Prior to joining UTMB, I was a postdoctoral fellow in the lab of Prof. Ting Wu. During my time with Ting, I worked to describe the mechanisms of genome folding with mainly single-cell imaging technologies. At Ting’s lab, I developed a new approach to image multiple genomic targets with super-resolution microscopy. In our PLoS Genetics 2018 paper, we describe how we developed this technology, and how we used to it image several genomic targets, including a 3 kb regulatory elements and its corresponding gene (DNMT1), a loop, four contact domains, and nine chromosomal segments. Together with the lab of Marc A. Marti-Renom, and his postdoctoral fellow Irene Farabella, we developed new analysis tools, and with those, we showed that the nine chromosomal segments contributed to five spatially-segregated compartments. Through a collaboration with the lab of Erez Lieberman Aiden, and his postdoctoral fellow, Cynthia Perez-Estrada, we compared our results with new Hi-C data and showed how the imaging and Hi-C analyses were mostly in agreement. With our imaging, we also described the cell-to-cell variability, which can help in understanding the strength of each compartment. Together with both the Marti-Renom and Aiden labs, we integrated the imaging with Hi-C data and modeled the structure of the chromosomes at high genomic and spatial resolution. Finally, we detected the paternal and maternal homologs in situ and learned that these are more different than random.
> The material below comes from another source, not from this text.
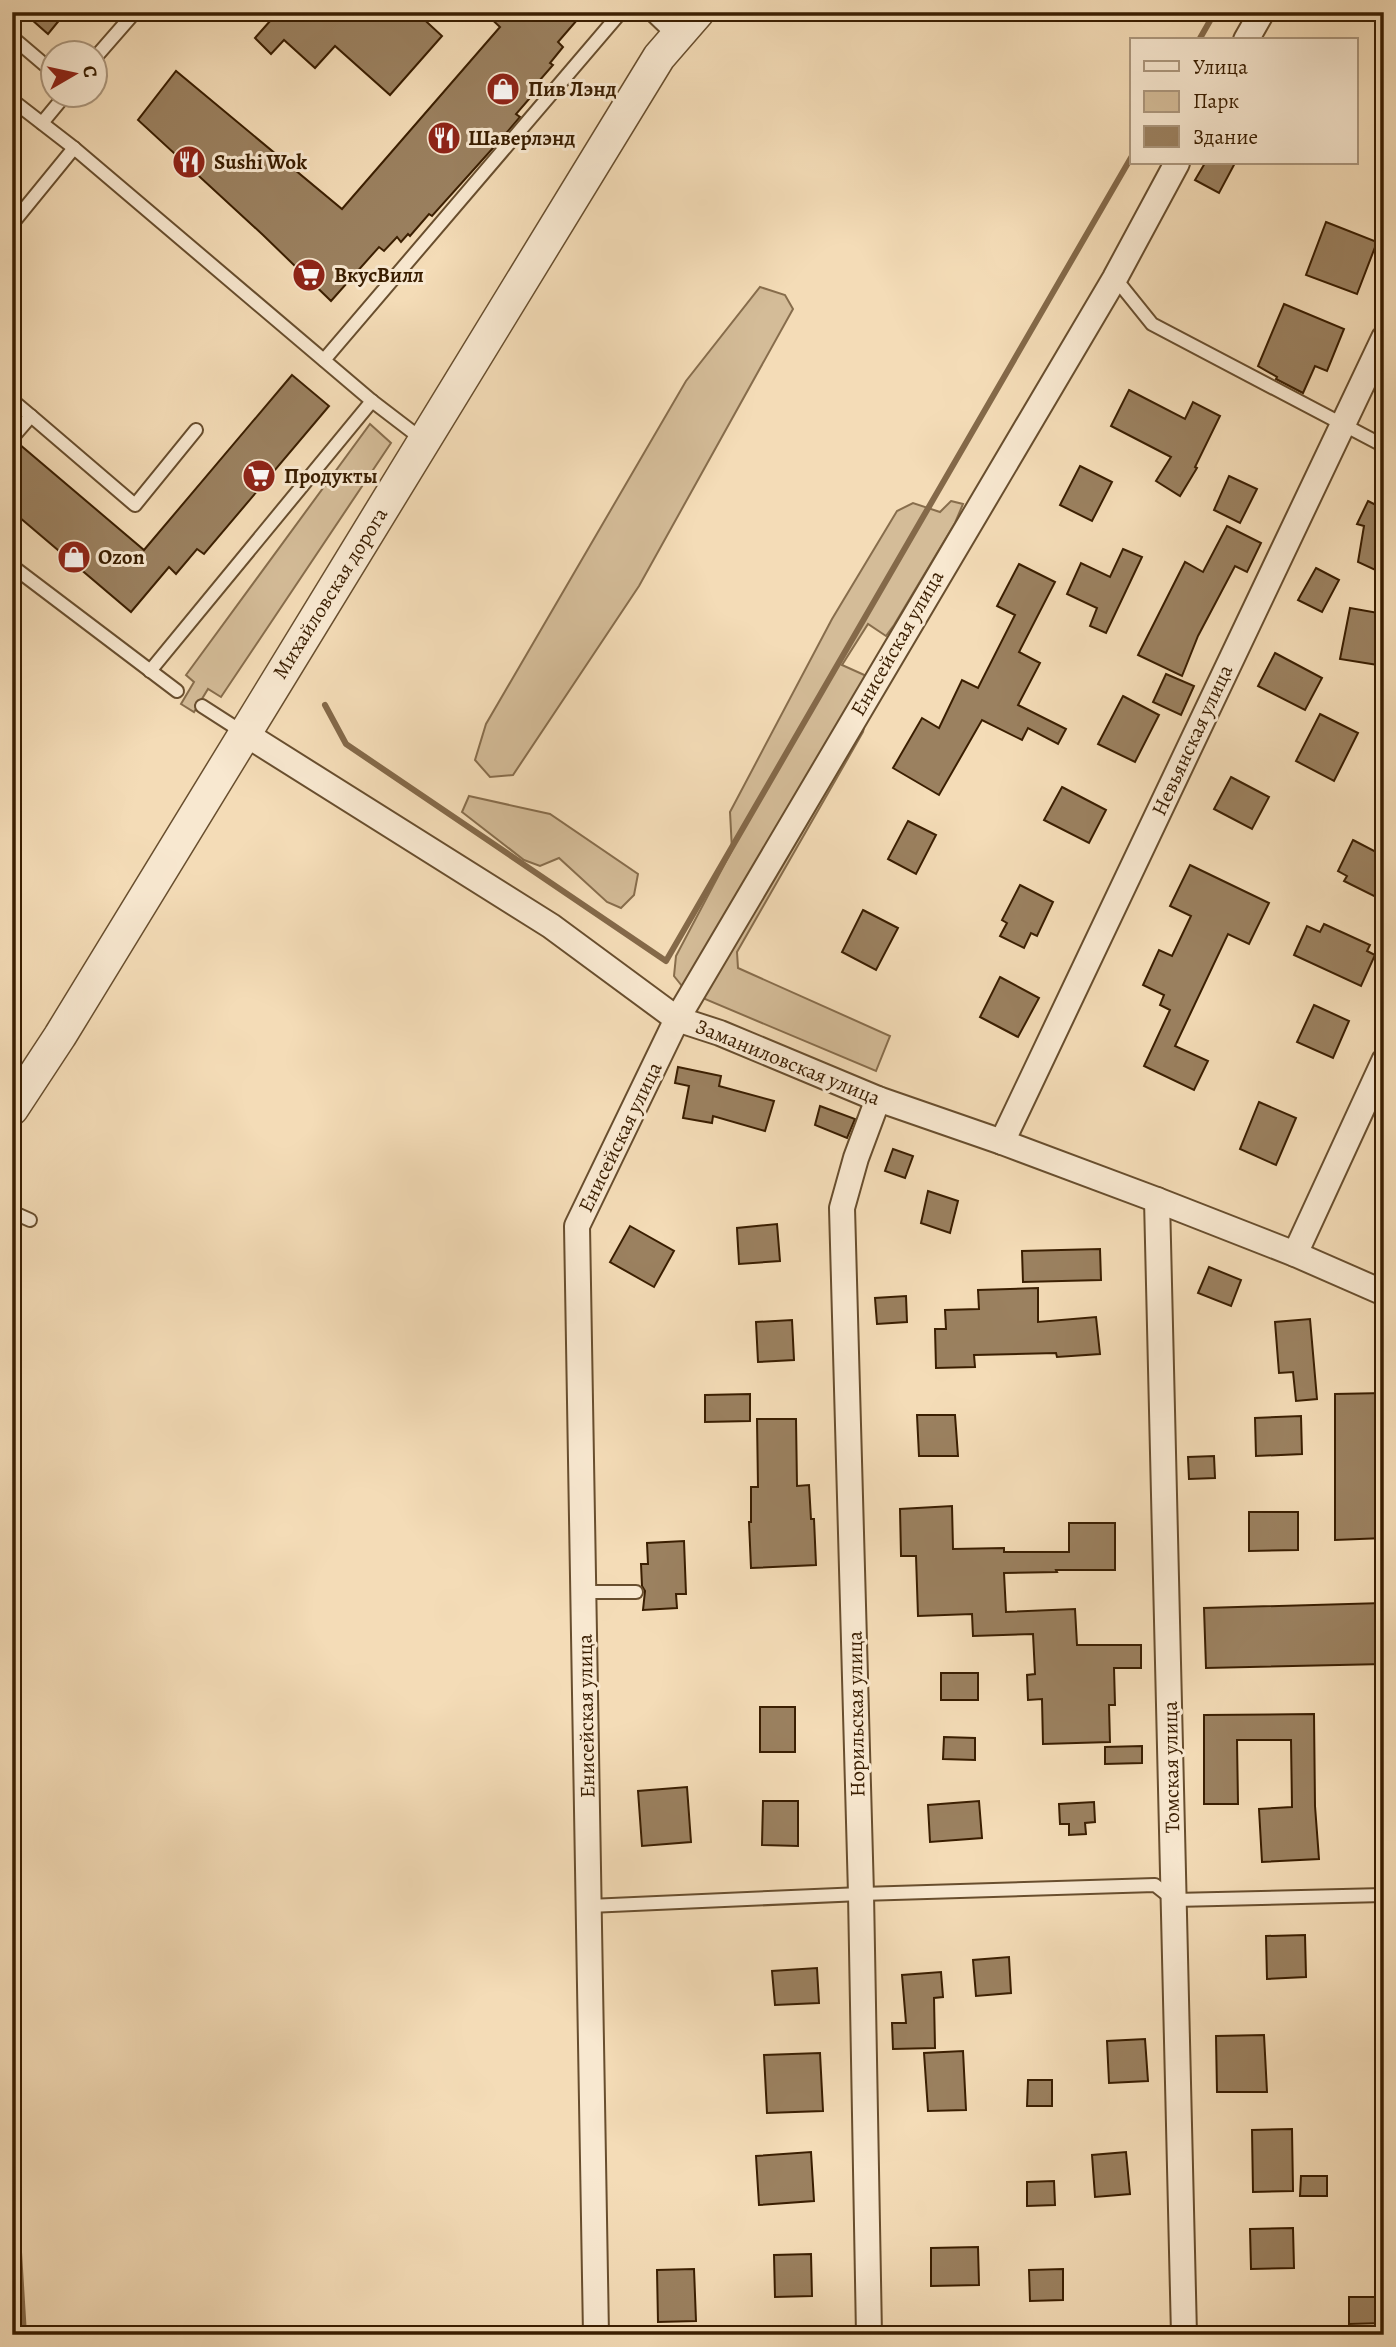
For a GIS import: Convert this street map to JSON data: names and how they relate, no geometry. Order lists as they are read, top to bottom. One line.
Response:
{"streets":{"street":["Михайловская дорога","Енисейская улица","Невьянская улица","Заманиловская улица","Норильская улица","Томская улица"]},"crossings":[["Михайловская дорога","Заманиловская улица"],["Енисейская улица","Заманиловская улица"],["Невьянская улица","Заманиловская улица"],["Заманиловская улица","Норильская улица"],["Заманиловская улица","Томская улица"]],"places":{"shop":["Пив Лэнд","Ozon"],"restaurant":["Шаверлэнд","Sushi Wok"],"supermarket":["ВкусВилл","Продукты"]},"legend":["Улица","Парк","Здание"],"north":"right"}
We also enjoyed collaborating with the lab of Peng Yin and Bruker Inc.
I have conducted my Ph.D. research in Prof. Yuval Garini lab at the physics department and Nanotechnology Institute, Bar Ilan University (BIU), Ramat-Gan, Israel (and currently at the Technion). During that time I have used, developed and implemented single molecule in vitro techniques to study DNA, protein-DNA interactions and proteins unfolding dynamics.
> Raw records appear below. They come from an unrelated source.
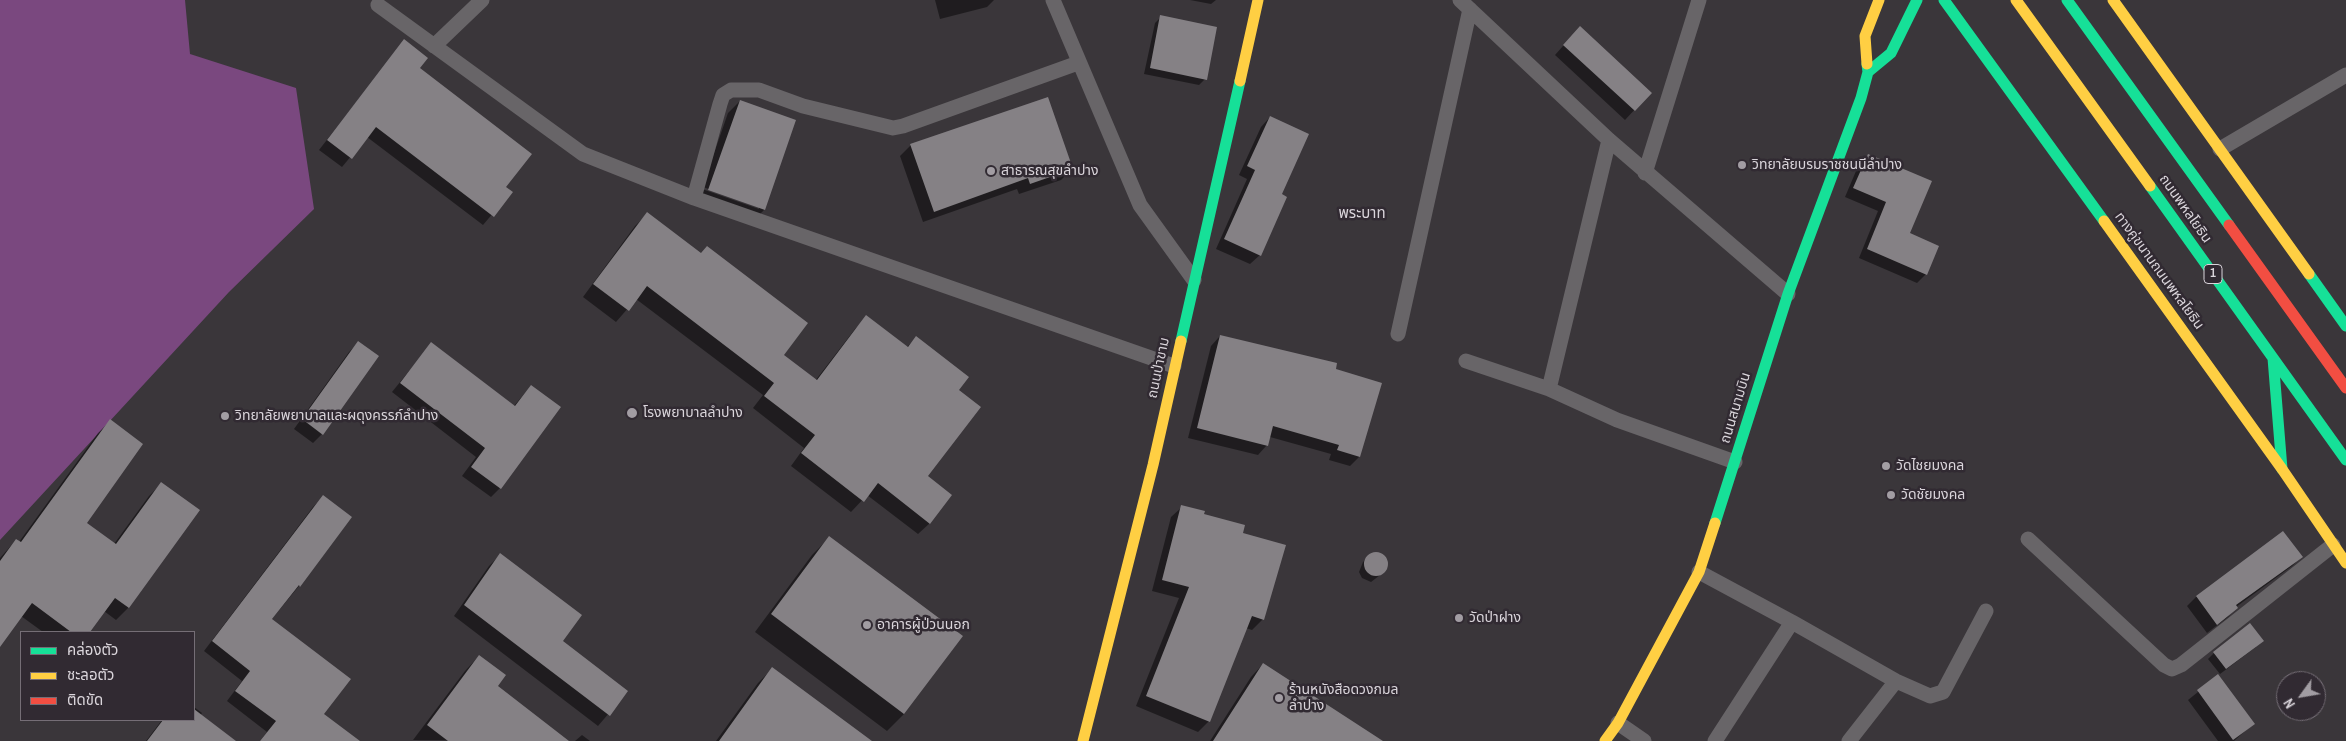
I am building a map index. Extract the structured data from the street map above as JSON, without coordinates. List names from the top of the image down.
{
  "streets": {
    "main road": [
      "ถนนพหลโยธิน",
      "ทางคู่ขนานถนนพหลโยธิน",
      "1",
      "ถนนป่าขาม",
      "ถนนสนามบิน"
    ]
  },
  "districts": ["พระบาท"],
  "places": [
    "วิทยาลัยบรมราชชนนีลำปาง",
    "สาธารณสุขลำปาง",
    "โรงพยาบาลลำปาง",
    "วิทยาลัยพยาบาลและผดุงครรภ์ลําปาง",
    "วัดไชยมงคล",
    "วัดชัยมงคล",
    "วัดป่าฝาง",
    "อาคารผู้ป่วนนอก",
    "ร้านหนังสือดวงกมล ลำปาง"
  ],
  "legend": ["คล่องตัว", "ชะลอตัว", "ติดขัด"],
  "north": "bottom left"
}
I have described how the HU protein affects single dsDNA molecules in vitro using the Tethered Particle Motion (TPM) method. TPM is a force-free single-molecule technique that allows observing spatiotemporal conformational variations of single biopolymers, e.g. DNA and proteins. TPM differs from other single-molecule techniques, as it doesn’t require to apply force and hence, it is possible to observe single molecules in their natural form. I have then optimized TPM to provide a broader tool to probe single molecules. We are now preparing two manuscripts to describe our findings.